Replacing β-cells by the transplantion of pancreatic islets has demonstrated relatively safe and efficacy in the treatment of T1DM, would provide T1DM patients a “functional cure” [39, 40]. Despite recent advancements in therapy, the extensive utilization of islet transplantation remains constrained due to the immunological rejection and graft failure. The activation of proinflammatory cytokines induces the upregulation of apoptosis and hypoxia-associated proteins or miRNAs, such as Caspase-3, iNOS, Fas, and miR-375, causing the dysfunction of newly implanted islets. Notably, BMSCs-Exos transfected with pshFas-anti-miR-375 could result in the downregulation of Fas and miR-375 levels, reduce immune activity, relieve islet damage against inflammatory cytokines and inhibit early apoptosis of transplanted islets [41]. Furthermore, MSCs have been used for the purpose of safeguarding isolated islets through the production of vascular endothelial growth factor (VEGF), which act as an anti-apoptotic and pro-survival agent, preserving the integrity of the islets and contributes to the process of revascularization of transplanted islets [42]. A recent study revealed that MSC-Exos, as the main paracrine therapeutic mediators of MSCs, have the ability to preserve islet survival and enhance the production of insulin in vitro through the activation of pro-survival phosphoinositide 3-kinase (PI3K) pathways [8]. In quite recent future, exosome therapy, safe, effective, a cell-free therapeutic approach, has the potential to significantly enhance islet function and ultimately enable patients to decrease or even eliminate insulin usage.

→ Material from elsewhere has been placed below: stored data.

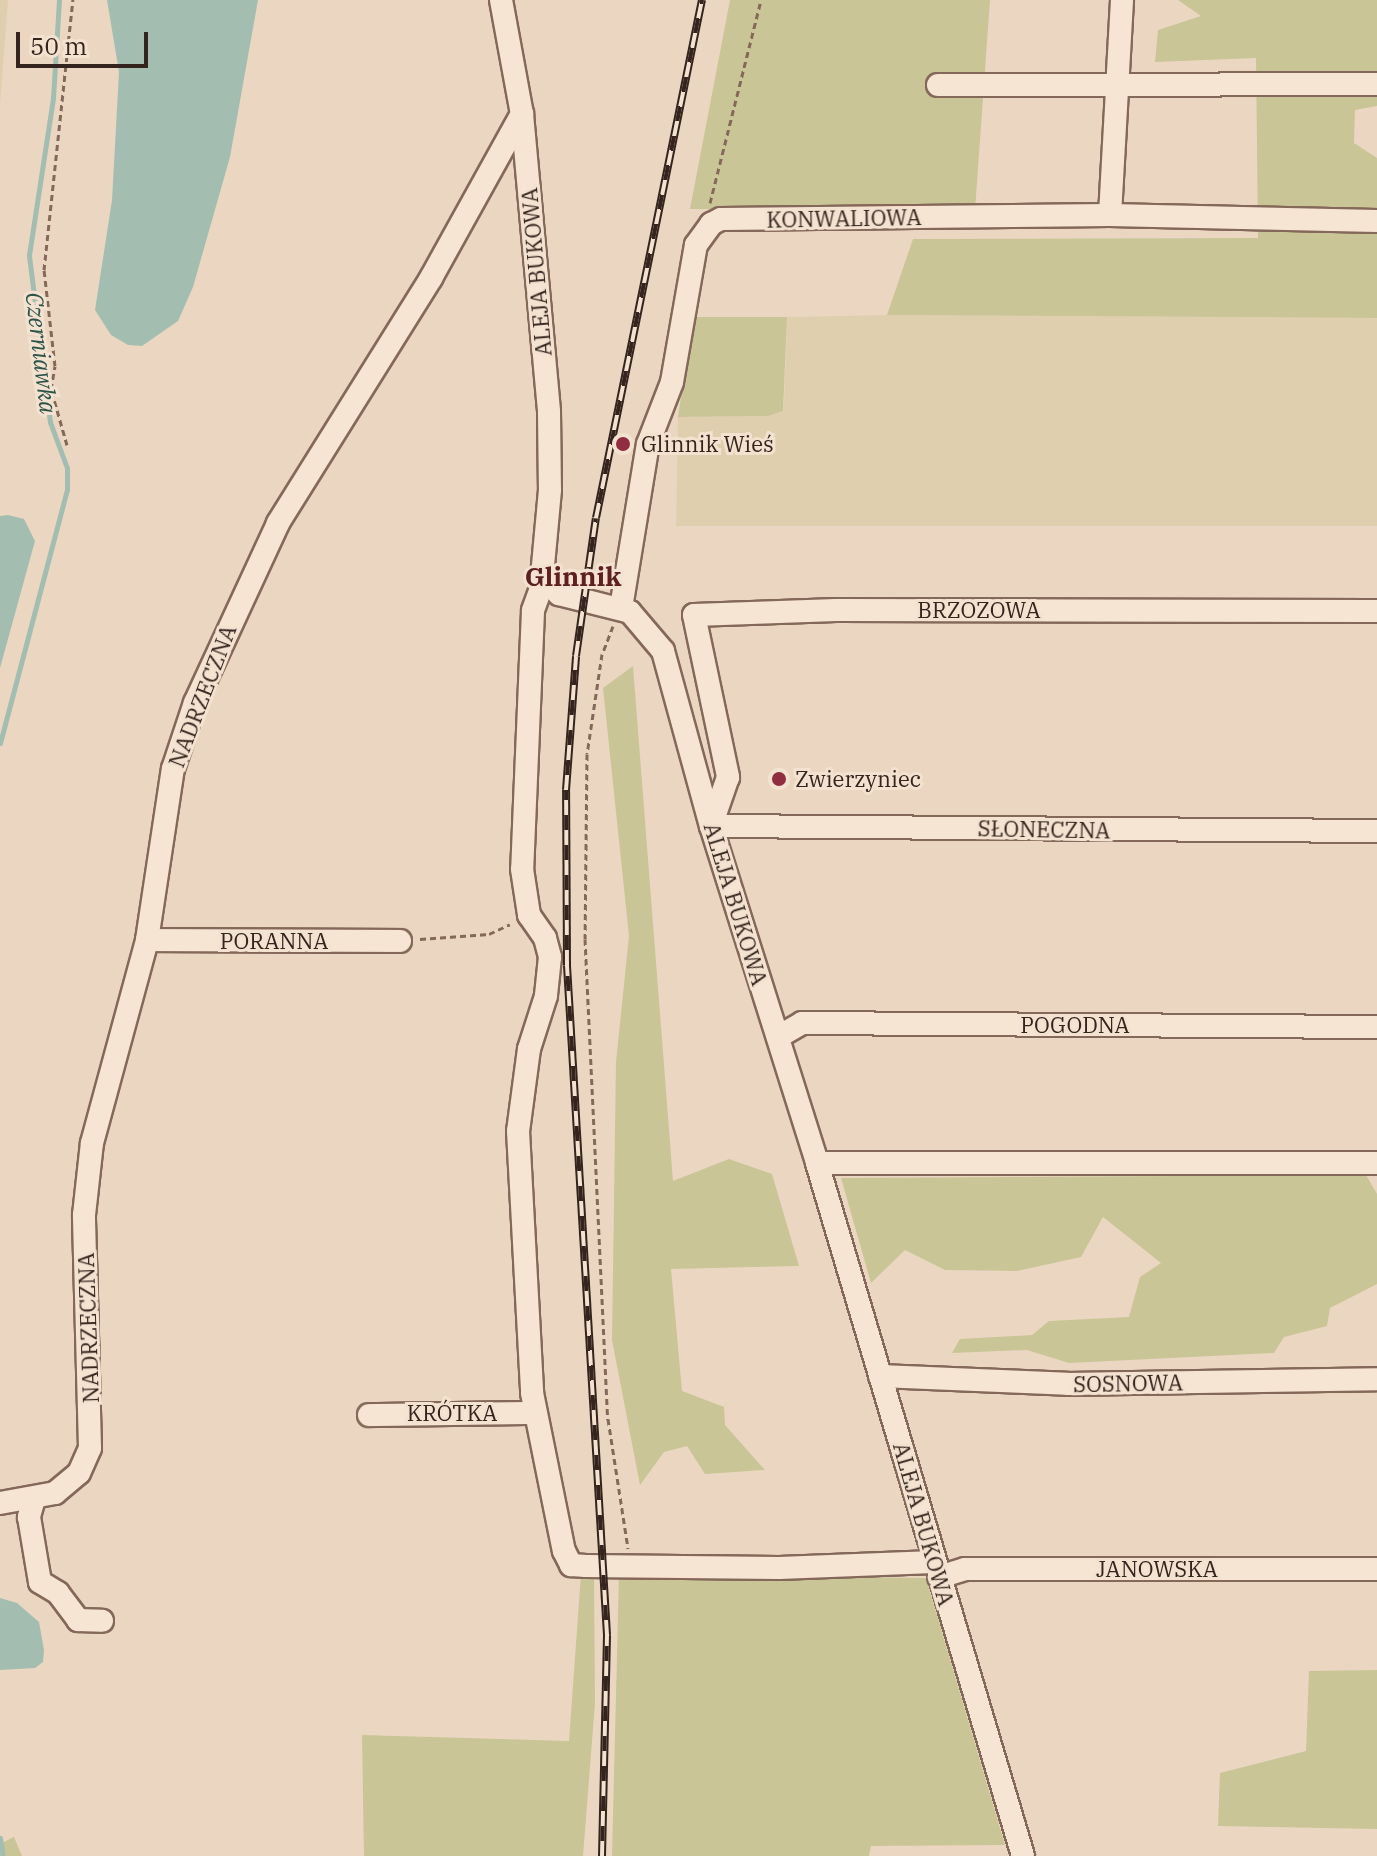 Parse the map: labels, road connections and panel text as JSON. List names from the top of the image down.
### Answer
{
  "streets": {
    "street": [
      "KONWALIOWA",
      "ALEJA BUKOWA",
      "BRZOZOWA",
      "NADRZECZNA",
      "SŁONECZNA",
      "PORANNA",
      "POGODNA",
      "SOSNOWA",
      "KRÓTKA",
      "JANOWSKA"
    ]
  },
  "crossings": [
    ["ALEJA BUKOWA", "BRZOZOWA"],
    ["ALEJA BUKOWA", "NADRZECZNA"],
    ["ALEJA BUKOWA", "SŁONECZNA"],
    ["ALEJA BUKOWA", "POGODNA"],
    ["ALEJA BUKOWA", "SOSNOWA"],
    ["ALEJA BUKOWA", "JANOWSKA"],
    ["BRZOZOWA", "SŁONECZNA"],
    ["NADRZECZNA", "PORANNA"],
    ["KRÓTKA", "JANOWSKA"]
  ],
  "districts": ["Glinnik"],
  "water": ["Czerniawka"],
  "places": ["Glinnik Wieś", "Zwierzyniec"],
  "scale_bar": "50 m"
} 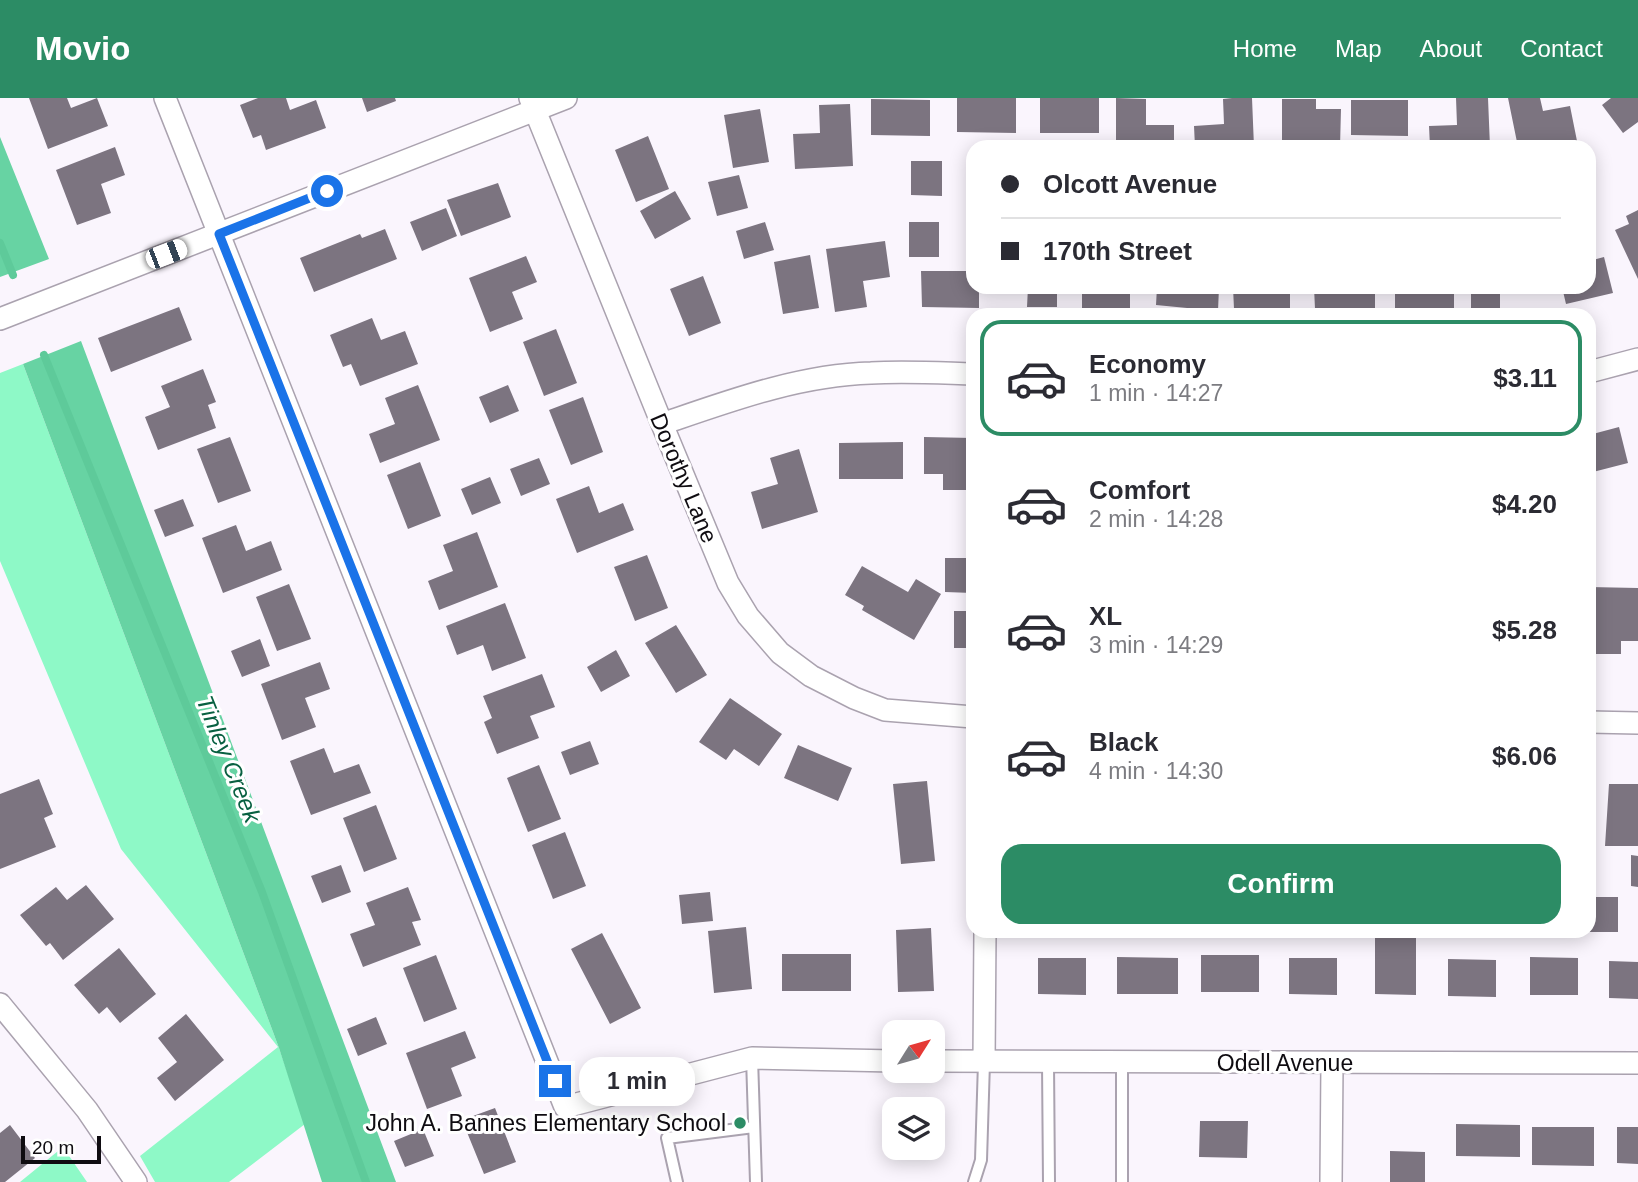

MSCs derived exosomes and T2DM

T2DM is the predominant phenotype of diabetes, exceeding 90% of the diabetic population [1, 2]. T2DM is primarily attributed to insulin resistance coexists with insulin relative deficit owing to β-cells dysfunction. Glucose transporter 4 (GLUT4), which serves as the primary glucose transporter, is notably observed in adipose tissue and skeletal muscle. A recent study established a T2DM rat model of by the utilization of a high-fat diet (HFD) and streptozotocin. They claimed that exosomes released from human umbilical cord mesenchymal stem cells (hUCMSCs-Exos) could not only indirectly reverse insulin resistance to enhance glucose metabolism, increase glycogen storage in liver, but also suppress β-cells apoptosis induced by STZ, consequently restoring the insulin-secreting function and sustaining glucose homeostasis in rat with T2DM. Specifically, hUCMSCs-Exos restored the tyrosine kinase phosphorylation site of protein kinase B and insulin receptor substrate1 (IRS-1) in the diabetic rat model, accompanying increased GLUT4 levels and the membrane translocation of GLUT4 in muscle [43]. Compelling evidence suggested that the presence of structural disorder and cumulation of islet amyloid in the Langerhans islets played a crucial role in impairment of β-cells function and development of T2DM [44]. Additionally, it also has been documented that the utilization of HucMSC-Exos has the potential to reinstate the structural integrity of islets, augment insulin sensitivity by the facilitation of glucose uptake through GLUT1–4, as well as diminish the insulin resistance in rats with T2DM [45].

The potential impact of hypoxic stress on the deterioration of β-cells function is worth considering. Under situations of hyperglycemia, β-cells experience hypoxia as a consequence of heightened oxygen consumption. This hypoxic state triggers a specific downregulation of various genes, namely Wfs1, Mafa, Pdx1, Ndufa5, Slc2a2, Ins1, Kcnj11, Foxa2, and Neurod1, which eventually leads to apoptosis and dysfunction of β-cells in diabetic mice [46].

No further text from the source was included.